> Exercise details
Working from the top of the records below, reproduce each line exactly, ending once you have written the line containing "position:absolute; right:36px; bottom:36px;".

Saved entries:
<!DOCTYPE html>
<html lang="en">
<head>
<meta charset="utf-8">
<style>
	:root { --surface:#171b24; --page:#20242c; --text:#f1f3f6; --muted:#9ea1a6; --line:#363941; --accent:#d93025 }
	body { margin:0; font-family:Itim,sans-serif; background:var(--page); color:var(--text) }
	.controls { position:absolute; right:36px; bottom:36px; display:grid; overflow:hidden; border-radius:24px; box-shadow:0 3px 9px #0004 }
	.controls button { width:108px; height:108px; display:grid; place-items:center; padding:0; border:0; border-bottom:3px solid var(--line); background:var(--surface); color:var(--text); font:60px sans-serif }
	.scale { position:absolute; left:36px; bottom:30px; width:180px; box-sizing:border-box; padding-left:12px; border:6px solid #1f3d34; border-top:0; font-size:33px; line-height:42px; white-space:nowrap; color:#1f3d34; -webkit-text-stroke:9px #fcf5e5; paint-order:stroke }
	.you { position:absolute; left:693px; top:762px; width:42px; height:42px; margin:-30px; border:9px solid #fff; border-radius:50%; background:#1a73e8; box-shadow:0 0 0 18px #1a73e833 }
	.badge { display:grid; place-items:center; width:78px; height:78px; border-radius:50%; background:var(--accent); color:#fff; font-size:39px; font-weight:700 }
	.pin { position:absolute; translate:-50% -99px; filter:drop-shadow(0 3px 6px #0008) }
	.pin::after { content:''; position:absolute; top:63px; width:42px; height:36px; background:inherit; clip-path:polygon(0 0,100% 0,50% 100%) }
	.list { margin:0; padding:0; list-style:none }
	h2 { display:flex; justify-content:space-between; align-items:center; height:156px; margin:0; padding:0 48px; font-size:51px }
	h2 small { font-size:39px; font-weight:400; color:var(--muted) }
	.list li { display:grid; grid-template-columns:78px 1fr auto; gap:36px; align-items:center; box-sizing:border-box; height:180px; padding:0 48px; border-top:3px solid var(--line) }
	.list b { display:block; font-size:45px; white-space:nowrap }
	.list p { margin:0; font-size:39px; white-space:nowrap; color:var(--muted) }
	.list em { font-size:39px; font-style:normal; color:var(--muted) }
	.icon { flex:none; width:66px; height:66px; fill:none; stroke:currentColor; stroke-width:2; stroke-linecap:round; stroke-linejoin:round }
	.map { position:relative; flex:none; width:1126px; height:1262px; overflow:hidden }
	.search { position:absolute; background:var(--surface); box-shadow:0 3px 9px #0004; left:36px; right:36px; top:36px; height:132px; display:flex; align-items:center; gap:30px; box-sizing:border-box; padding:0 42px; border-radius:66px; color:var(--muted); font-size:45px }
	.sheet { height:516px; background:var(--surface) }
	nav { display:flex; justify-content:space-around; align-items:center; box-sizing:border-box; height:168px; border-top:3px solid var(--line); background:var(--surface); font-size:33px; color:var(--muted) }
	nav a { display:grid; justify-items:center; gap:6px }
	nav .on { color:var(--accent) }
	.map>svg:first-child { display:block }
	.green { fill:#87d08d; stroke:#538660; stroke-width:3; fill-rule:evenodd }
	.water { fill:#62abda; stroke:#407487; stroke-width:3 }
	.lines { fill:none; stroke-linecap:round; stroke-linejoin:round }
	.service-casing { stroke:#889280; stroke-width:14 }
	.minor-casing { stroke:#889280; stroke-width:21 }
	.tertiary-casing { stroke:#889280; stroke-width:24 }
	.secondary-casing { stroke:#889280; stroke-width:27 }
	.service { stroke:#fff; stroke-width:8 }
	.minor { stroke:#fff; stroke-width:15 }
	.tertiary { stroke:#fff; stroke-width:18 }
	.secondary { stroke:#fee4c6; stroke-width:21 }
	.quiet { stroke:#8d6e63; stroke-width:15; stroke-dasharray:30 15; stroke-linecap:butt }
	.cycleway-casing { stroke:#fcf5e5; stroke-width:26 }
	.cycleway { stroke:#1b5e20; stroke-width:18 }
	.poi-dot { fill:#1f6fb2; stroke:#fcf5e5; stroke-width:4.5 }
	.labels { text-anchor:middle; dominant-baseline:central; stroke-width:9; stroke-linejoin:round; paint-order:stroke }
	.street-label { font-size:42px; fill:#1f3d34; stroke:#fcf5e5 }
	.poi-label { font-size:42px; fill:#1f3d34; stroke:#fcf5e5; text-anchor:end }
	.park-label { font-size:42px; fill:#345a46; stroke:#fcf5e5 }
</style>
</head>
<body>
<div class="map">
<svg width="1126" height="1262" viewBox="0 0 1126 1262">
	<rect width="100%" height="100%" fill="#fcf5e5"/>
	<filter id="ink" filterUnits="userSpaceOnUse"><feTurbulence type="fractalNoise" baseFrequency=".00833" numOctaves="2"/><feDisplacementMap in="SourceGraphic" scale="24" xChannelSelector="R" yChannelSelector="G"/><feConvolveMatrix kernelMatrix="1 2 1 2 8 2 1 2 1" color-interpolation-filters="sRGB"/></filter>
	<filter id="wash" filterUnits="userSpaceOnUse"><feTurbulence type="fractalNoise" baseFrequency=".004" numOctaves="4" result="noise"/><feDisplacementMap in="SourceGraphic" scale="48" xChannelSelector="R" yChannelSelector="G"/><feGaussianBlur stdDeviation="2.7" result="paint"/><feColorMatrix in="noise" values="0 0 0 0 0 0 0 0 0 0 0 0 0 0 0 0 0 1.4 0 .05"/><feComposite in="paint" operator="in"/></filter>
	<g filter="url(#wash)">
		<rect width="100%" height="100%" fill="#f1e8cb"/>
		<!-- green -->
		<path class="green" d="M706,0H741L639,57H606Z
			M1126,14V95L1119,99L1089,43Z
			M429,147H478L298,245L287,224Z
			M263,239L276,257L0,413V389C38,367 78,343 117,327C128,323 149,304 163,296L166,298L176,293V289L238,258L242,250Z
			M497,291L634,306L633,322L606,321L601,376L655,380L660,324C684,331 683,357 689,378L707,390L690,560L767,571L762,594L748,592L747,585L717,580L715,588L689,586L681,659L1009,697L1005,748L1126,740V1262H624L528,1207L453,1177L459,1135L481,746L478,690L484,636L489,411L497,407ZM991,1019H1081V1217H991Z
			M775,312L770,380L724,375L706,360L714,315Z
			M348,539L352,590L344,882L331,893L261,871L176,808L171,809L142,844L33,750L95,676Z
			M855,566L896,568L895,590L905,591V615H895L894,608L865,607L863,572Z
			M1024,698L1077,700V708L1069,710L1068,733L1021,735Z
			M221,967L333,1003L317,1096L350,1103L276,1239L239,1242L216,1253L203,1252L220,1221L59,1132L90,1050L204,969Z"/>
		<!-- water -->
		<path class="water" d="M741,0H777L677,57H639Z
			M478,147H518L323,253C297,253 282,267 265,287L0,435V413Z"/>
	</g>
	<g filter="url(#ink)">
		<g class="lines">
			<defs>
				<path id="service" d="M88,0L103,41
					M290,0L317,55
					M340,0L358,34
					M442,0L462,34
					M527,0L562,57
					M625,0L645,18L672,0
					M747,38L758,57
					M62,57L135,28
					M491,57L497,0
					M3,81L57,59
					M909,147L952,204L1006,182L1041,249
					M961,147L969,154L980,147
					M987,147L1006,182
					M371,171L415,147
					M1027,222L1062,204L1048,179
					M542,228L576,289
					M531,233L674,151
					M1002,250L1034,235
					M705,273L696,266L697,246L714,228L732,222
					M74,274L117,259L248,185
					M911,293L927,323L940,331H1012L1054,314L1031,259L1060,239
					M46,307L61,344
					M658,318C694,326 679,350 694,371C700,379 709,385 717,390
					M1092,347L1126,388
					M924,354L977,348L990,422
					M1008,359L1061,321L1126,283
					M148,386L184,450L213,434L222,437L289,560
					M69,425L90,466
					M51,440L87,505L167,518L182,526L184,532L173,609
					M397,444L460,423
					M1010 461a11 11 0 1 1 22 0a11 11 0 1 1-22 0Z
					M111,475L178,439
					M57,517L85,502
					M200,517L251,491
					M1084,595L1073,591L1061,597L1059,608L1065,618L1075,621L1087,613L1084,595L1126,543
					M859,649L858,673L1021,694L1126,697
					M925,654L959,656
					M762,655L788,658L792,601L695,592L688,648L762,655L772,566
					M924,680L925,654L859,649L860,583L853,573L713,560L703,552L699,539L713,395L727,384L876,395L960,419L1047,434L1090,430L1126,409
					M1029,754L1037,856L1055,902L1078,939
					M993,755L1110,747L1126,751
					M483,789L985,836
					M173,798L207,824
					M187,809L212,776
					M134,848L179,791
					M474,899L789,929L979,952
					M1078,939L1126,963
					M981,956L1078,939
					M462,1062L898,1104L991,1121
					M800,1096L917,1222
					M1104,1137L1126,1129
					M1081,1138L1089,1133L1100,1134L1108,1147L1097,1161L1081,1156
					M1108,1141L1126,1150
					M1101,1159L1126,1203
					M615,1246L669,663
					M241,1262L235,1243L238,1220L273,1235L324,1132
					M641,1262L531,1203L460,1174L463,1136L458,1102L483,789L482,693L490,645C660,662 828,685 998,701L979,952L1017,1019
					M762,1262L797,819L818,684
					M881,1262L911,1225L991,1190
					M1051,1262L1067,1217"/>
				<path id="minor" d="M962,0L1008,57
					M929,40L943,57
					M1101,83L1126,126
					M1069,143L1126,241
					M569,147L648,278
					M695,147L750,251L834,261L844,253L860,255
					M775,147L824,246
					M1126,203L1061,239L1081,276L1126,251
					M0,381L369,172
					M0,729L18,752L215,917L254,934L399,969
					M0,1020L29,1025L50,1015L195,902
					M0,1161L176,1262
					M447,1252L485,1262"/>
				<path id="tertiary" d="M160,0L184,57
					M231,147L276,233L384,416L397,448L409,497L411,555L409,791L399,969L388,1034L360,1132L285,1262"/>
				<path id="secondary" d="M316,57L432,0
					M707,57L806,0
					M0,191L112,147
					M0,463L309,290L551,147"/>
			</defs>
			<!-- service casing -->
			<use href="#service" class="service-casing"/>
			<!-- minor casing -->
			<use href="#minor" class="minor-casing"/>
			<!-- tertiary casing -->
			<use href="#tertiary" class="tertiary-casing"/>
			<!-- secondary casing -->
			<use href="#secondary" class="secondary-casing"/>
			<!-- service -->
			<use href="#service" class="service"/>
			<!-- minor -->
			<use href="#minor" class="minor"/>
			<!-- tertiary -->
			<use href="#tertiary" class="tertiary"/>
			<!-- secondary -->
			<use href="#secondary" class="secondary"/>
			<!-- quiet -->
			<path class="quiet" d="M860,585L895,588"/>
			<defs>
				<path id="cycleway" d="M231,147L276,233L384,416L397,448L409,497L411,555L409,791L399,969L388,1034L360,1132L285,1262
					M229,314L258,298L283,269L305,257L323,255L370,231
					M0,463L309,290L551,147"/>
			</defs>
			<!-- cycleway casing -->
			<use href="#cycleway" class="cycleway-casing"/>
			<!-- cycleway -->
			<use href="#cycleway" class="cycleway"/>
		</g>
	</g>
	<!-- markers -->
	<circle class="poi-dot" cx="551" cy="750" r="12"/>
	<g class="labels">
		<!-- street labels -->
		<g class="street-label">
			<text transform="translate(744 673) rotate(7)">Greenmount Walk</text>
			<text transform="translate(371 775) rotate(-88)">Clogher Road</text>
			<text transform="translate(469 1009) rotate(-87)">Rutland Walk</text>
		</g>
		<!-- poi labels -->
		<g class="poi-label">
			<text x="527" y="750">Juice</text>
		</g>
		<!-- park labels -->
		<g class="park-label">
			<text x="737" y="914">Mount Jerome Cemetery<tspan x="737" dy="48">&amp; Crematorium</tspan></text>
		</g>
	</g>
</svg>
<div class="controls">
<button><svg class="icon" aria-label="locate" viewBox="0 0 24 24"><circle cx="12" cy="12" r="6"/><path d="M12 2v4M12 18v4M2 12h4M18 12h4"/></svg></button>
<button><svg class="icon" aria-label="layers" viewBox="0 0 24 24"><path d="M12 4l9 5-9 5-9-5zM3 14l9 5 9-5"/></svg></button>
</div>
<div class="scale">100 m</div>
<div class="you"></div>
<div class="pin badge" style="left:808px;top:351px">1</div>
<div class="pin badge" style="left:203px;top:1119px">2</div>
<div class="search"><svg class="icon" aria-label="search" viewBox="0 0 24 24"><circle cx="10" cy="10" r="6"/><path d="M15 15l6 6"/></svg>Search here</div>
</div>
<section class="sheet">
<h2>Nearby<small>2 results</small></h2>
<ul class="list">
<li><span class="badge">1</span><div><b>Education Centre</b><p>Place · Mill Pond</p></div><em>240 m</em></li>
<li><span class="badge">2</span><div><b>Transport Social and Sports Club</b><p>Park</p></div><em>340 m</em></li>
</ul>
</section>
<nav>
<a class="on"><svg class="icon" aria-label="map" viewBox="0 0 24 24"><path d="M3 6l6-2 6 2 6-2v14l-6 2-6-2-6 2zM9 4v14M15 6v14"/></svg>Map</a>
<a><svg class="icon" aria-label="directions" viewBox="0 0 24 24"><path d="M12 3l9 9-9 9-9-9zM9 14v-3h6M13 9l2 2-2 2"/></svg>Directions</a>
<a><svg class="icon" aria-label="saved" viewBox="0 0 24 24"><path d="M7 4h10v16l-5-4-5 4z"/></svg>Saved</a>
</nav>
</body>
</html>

> Answer for the task
<!DOCTYPE html>
<html lang="en">
<head>
<meta charset="utf-8">
<style>
	:root { --surface:#171b24; --page:#20242c; --text:#f1f3f6; --muted:#9ea1a6; --line:#363941; --accent:#d93025 }
	body { margin:0; font-family:Itim,sans-serif; background:var(--page); color:var(--text) }
	.controls { position:absolute; right:36px; bottom:36px; display:grid; overflow:hidden; border-radius:24px; box-shadow:0 3px 9px #0004 }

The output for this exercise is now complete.